Task description
Among the lines below, output only those between the line holding "Localize all text" and the line holding "the image above.", inclusive, exactly as written and with no pictures.

Data provided
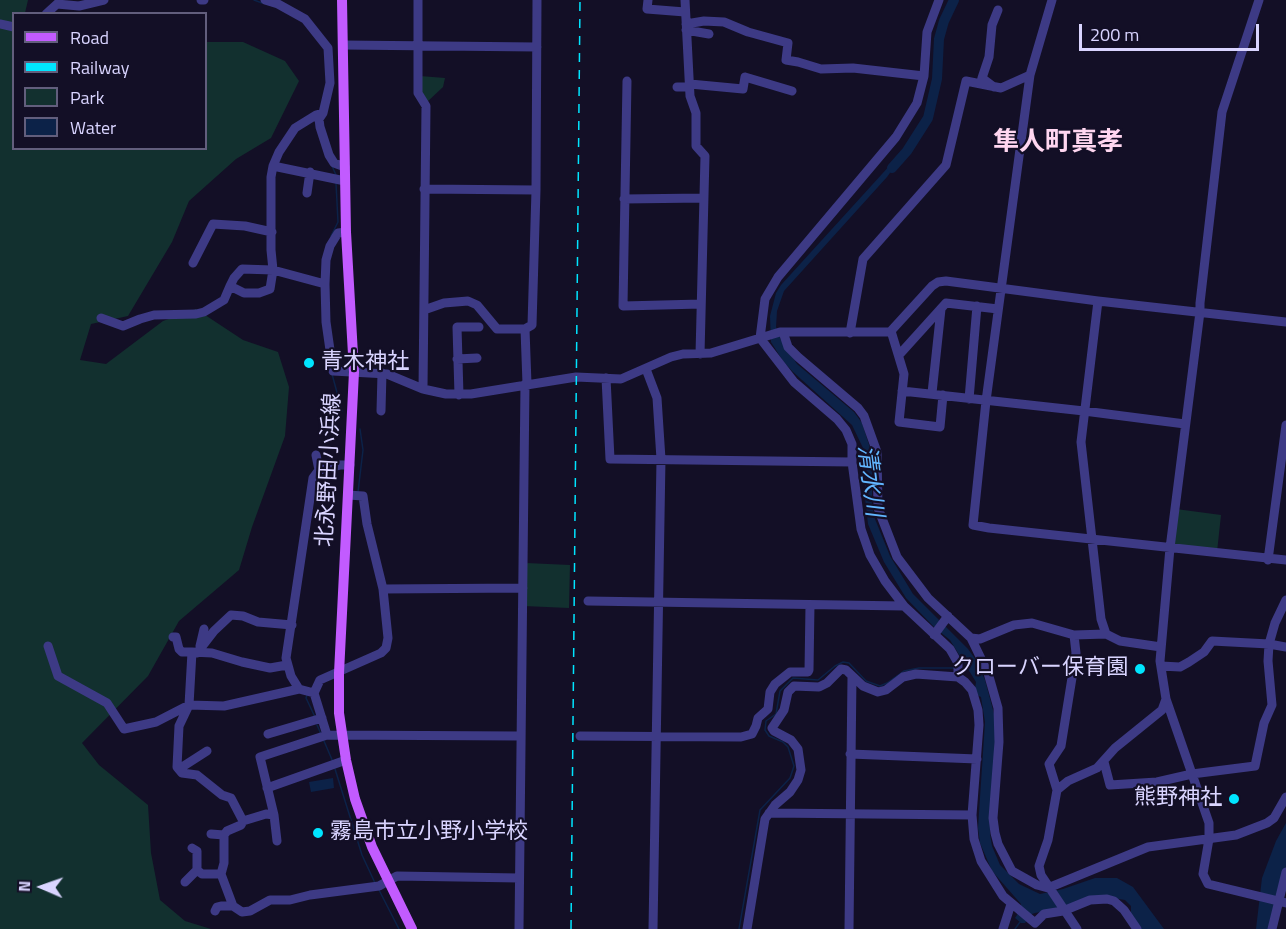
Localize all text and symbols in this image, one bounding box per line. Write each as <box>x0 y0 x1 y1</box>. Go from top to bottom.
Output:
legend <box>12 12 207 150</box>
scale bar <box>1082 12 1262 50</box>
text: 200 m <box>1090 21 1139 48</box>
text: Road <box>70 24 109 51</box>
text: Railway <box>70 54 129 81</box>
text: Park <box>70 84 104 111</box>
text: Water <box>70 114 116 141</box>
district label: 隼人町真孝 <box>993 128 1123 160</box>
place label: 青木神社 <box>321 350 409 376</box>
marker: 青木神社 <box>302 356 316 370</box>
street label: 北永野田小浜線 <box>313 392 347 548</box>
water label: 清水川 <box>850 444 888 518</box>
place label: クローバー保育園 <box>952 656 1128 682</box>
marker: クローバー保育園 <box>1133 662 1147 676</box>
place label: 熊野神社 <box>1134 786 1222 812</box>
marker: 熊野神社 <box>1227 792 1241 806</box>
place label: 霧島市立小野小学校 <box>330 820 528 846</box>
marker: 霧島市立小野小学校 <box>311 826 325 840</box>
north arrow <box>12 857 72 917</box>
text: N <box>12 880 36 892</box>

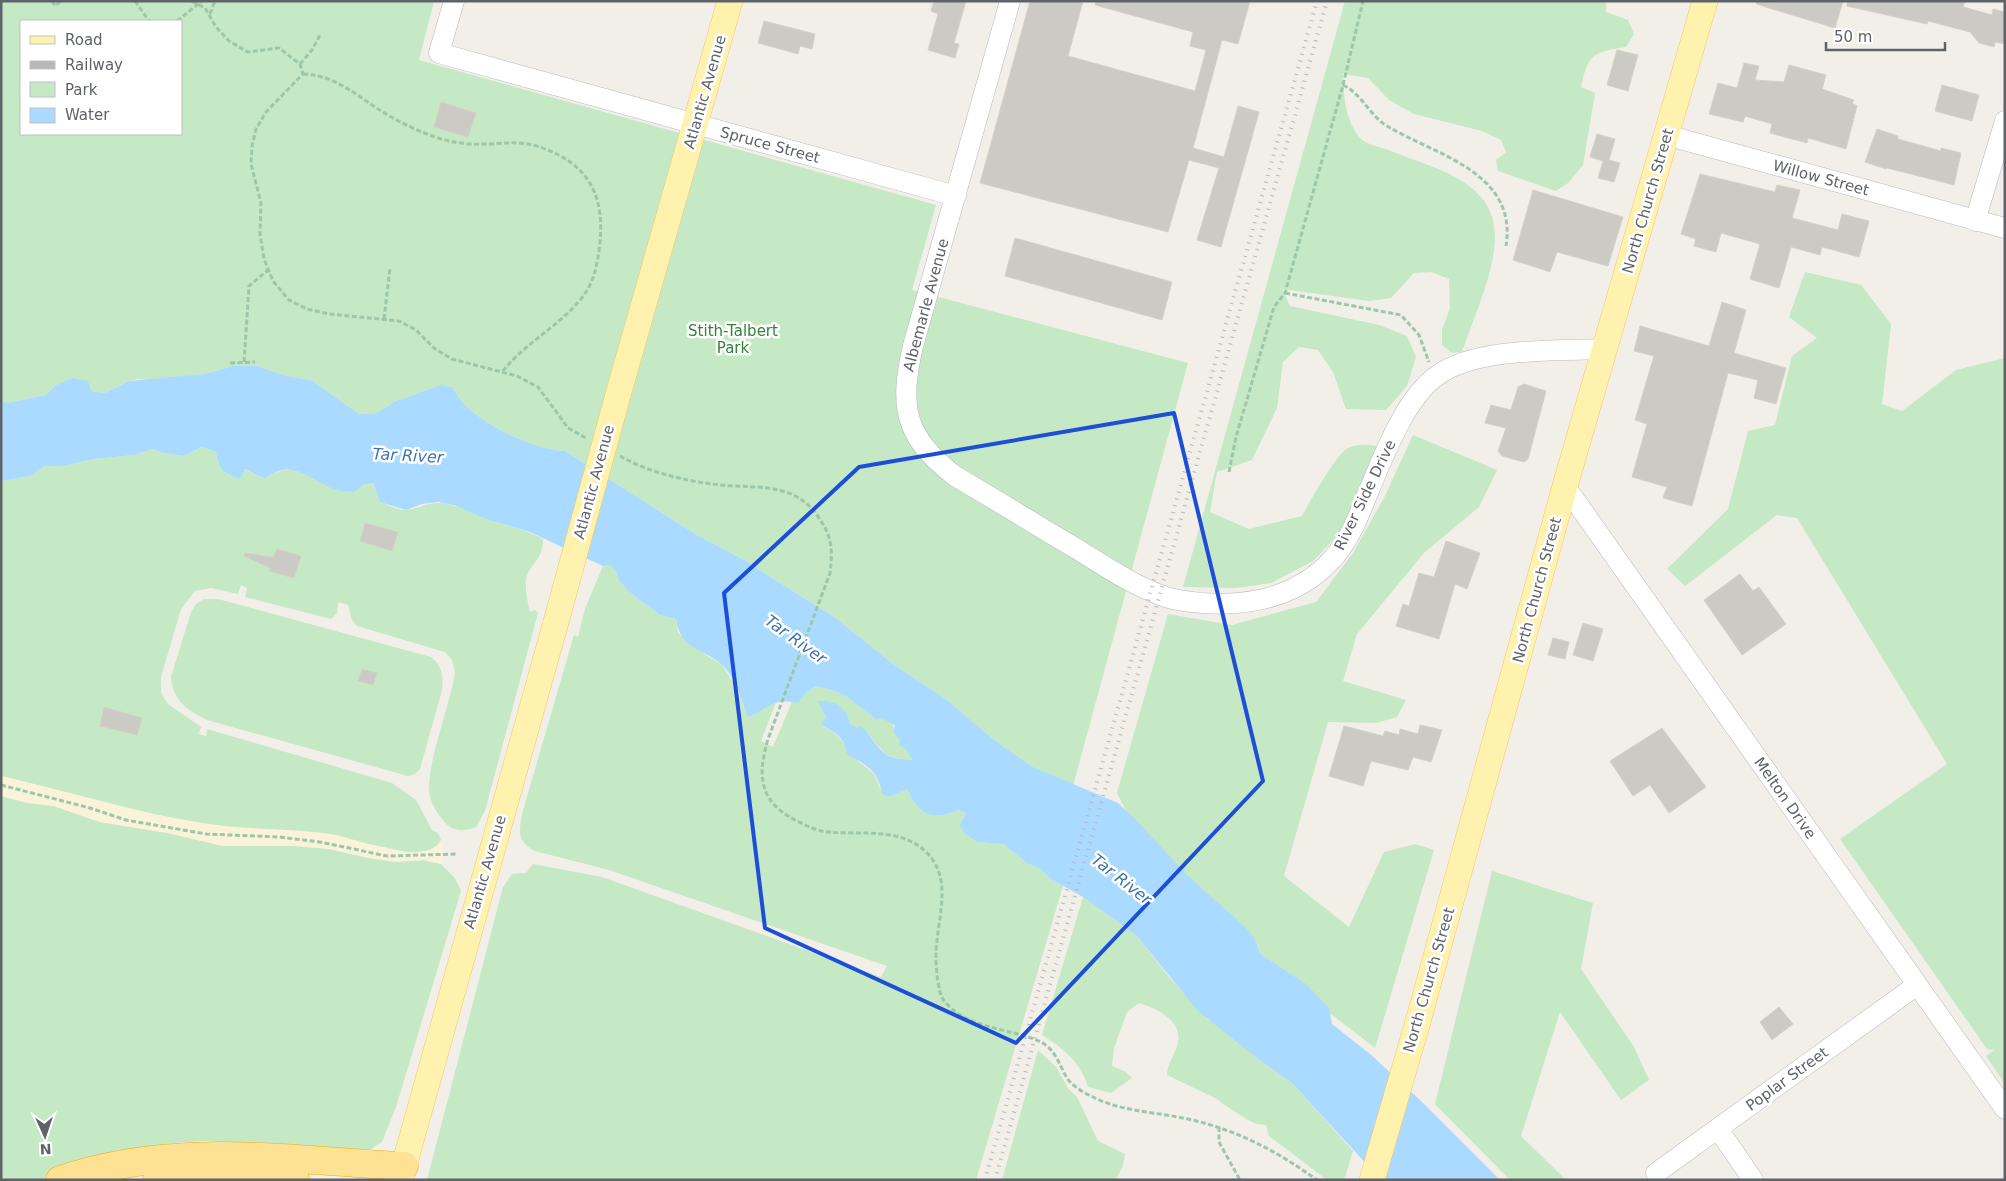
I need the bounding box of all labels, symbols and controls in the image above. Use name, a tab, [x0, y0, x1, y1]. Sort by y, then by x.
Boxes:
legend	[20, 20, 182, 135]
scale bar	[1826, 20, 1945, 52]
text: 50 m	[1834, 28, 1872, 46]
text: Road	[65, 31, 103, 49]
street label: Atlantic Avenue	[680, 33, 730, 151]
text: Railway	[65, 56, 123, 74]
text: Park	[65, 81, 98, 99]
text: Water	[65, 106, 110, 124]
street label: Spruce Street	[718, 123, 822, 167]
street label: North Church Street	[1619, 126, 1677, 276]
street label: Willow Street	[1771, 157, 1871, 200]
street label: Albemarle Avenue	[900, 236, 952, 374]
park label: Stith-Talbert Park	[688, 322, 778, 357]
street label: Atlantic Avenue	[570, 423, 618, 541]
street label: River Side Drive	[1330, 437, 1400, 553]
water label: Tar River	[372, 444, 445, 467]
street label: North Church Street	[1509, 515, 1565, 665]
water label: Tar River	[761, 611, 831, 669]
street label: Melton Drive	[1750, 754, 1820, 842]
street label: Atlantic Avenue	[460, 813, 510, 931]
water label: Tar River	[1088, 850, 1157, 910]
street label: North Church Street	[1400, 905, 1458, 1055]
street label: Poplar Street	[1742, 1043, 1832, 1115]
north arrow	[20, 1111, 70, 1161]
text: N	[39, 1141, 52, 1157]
---
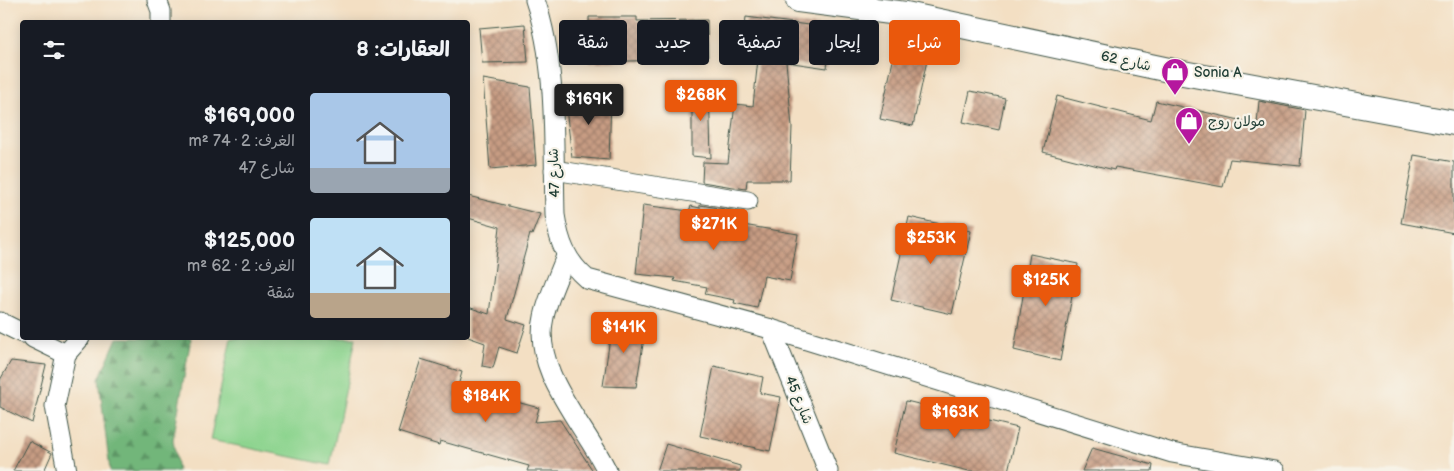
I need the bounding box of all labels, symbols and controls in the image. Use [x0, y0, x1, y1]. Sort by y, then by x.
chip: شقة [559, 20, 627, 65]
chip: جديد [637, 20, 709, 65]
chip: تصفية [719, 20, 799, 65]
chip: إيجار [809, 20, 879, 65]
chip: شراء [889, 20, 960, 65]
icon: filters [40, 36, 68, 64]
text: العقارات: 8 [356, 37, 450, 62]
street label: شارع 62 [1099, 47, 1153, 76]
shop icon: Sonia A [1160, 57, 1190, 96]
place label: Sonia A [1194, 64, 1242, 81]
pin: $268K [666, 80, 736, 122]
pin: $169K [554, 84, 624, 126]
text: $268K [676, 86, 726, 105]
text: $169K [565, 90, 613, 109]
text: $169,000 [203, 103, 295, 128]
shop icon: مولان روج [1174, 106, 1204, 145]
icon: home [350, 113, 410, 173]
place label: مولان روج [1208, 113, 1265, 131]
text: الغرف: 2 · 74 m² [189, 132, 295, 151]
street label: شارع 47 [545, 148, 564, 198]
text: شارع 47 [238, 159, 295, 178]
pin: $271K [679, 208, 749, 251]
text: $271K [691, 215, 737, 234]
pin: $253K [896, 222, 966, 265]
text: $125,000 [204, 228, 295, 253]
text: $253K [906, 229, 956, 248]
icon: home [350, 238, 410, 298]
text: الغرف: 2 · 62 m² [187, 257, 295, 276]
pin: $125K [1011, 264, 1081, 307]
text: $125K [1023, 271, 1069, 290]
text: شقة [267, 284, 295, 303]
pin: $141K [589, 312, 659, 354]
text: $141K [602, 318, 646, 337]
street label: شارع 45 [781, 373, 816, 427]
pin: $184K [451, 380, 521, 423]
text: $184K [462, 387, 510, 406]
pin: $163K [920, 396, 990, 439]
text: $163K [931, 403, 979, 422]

Solution for this task
Localize all text and symbols in this image, one bounding box per line. Write each as <box>x0 y0 x1 y1</box>. Go from top to bottom.
Output:
legend <box>12 12 207 150</box>
scale bar <box>1082 12 1262 50</box>
text: 200 m <box>1090 21 1139 48</box>
text: Road <box>70 24 109 51</box>
text: Railway <box>70 54 129 81</box>
text: Park <box>70 84 104 111</box>
text: Water <box>70 114 116 141</box>
district label: 隼人町真孝 <box>993 128 1123 160</box>
place label: 青木神社 <box>321 350 409 376</box>
marker: 青木神社 <box>302 356 316 370</box>
street label: 北永野田小浜線 <box>313 392 347 548</box>
water label: 清水川 <box>850 444 888 518</box>
place label: クローバー保育園 <box>952 656 1128 682</box>
marker: クローバー保育園 <box>1133 662 1147 676</box>
place label: 熊野神社 <box>1134 786 1222 812</box>
marker: 熊野神社 <box>1227 792 1241 806</box>
place label: 霧島市立小野小学校 <box>330 820 528 846</box>
marker: 霧島市立小野小学校 <box>311 826 325 840</box>
north arrow <box>12 857 72 917</box>
text: N <box>12 880 36 892</box>

I need the bounding box of all labels, symbols and controls in the image above. Use name, a tab, [x0, y0, x1, y1]. Sort by y, then by x.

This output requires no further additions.